Wisconsin’s unemployment rate currently sits at 3.2% after the state added 60,000 jobs last year, according to the latest data from the Wisconsin Department of Workforce Development.
“That’s real, sustainable relief that will keep income taxes low now and into the future without causing devastating cuts to priorities like public schools and public safety,” Evers said during his budget address.
Evers previously floated a $600 million plan last August that included a 10% tax cut and expanded several public services, including education and public health. But Republicans swiftly shut it down, with Assembly Speaker Robin Vos calling it a political ploy to gain votes in the November midterm elections, according to Wisconsin Public Radio.
It’s unlikely his revived tax cut proposal will appease Assembly Speaker Robin Vos, who told Wisconsin Public Radio in November that Assembly Republicans would focus on returning money that was "overpaid" by taxpayers.
"I think it's fair to say that our first priority would be cutting taxes as much as we possibly can," Vos said. "The second would be we're going to keep the money in our savings account. I would rather keep it in the savings account than expand the size of government."
Republicans on the Joint Finance Committee (JFC) already told reporters they plan to throw out Evers’ budget, which JFC co-chair Sen. Howard Marklein called a “liberal wishlist.”
There’s some hope for compromise as the budget process moves forward.
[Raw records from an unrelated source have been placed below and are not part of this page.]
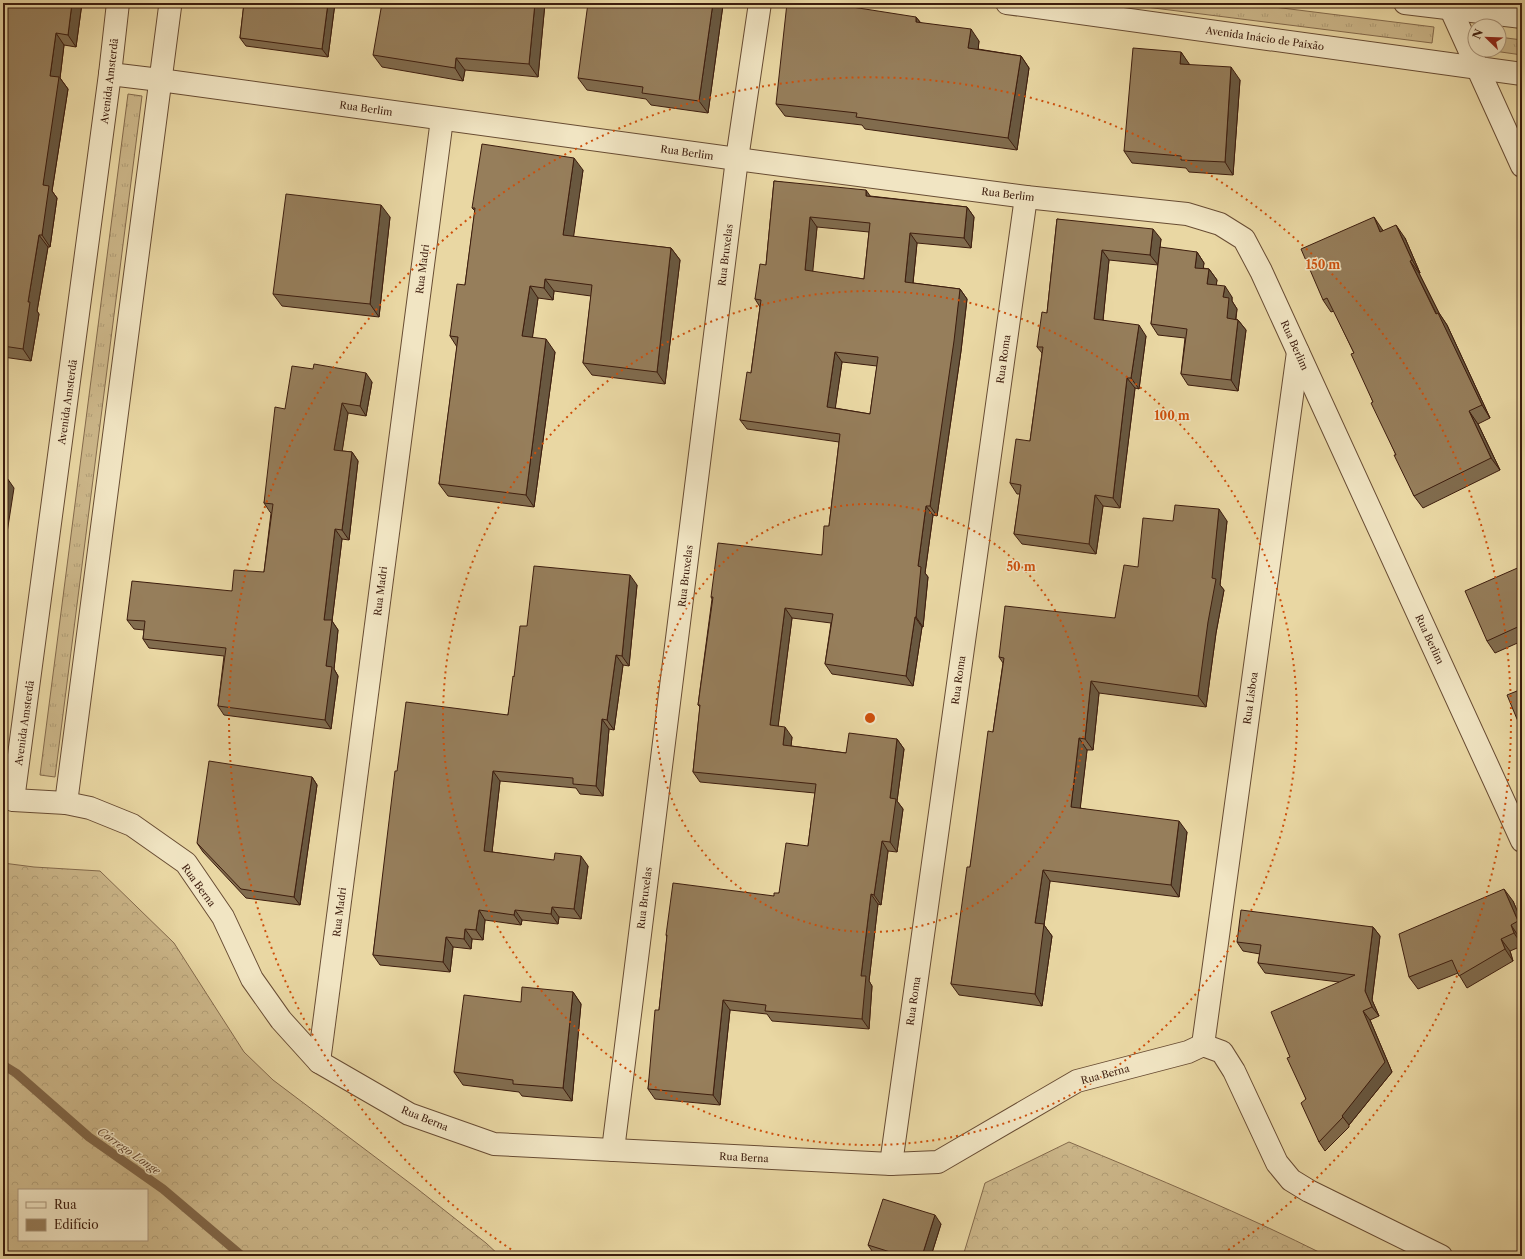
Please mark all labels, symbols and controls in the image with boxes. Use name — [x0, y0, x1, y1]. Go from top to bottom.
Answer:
north arrow — [1467, 18, 1507, 58]
street label: Avenida Inácio de Paixão — [1204, 24, 1325, 53]
text: N — [1469, 27, 1486, 41]
street label: Avenida Amsterdã — [98, 37, 121, 125]
street label: Rua Berlim — [339, 98, 394, 119]
street label: Rua Berlim — [660, 142, 715, 163]
street label: Rua Berlim — [981, 185, 1036, 204]
street label: Rua Bruxelas — [715, 223, 736, 287]
street label: Rua Madri — [413, 243, 432, 295]
text: 150 m — [1306, 257, 1340, 272]
street label: Rua Berlim — [1278, 318, 1312, 373]
street label: Rua Roma — [994, 333, 1013, 384]
street label: Avenida Amsterdã — [55, 358, 80, 447]
text: 100 m — [1154, 408, 1190, 423]
street label: Rua Bruxelas — [675, 544, 696, 608]
text: 50 m — [1006, 559, 1036, 574]
street label: Rua Madri — [371, 565, 390, 617]
street label: Rua Berlim — [1412, 612, 1447, 667]
street label: Rua Roma — [949, 654, 968, 705]
street label: Rua Lisboa — [1240, 670, 1261, 725]
street label: Avenida Amsterdã — [12, 679, 37, 768]
centre of rings — [863, 711, 877, 725]
street label: Rua Berna — [179, 861, 219, 910]
street label: Rua Bruxelas — [634, 866, 655, 930]
street label: Rua Madri — [330, 886, 349, 938]
street label: Rua Roma — [904, 975, 923, 1026]
street label: Rua Berna — [1079, 1062, 1131, 1087]
street label: Rua Berna — [399, 1103, 451, 1134]
water label: Córrego Longe — [95, 1124, 164, 1178]
street label: Rua Berna — [719, 1150, 770, 1165]
legend — [18, 1189, 148, 1241]
text: Rua — [54, 1197, 77, 1212]
text: Edifício — [54, 1217, 99, 1232]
Vos has previously indicated conditional support for an increase in public school funding if paired with an expansion of the state's private school choice program.
He also suggested a potential to “thread the needle” on tax cuts so long as Wisconsin’s budget surplus was going back to residents rather than into state spending, according to a November report from The Center Square.
Vos struck a similar tune last Wednesday when he told reporters there were “some areas” of common ground in Evers’ budget. However, he said Republicans’ solutions would look “dramatically different” than the governor’s “unrealistic” plans.
"In some ways, I felt like I was watching Oprah Winfrey — a billion for you, a billion for you, a billion for you," Vos said.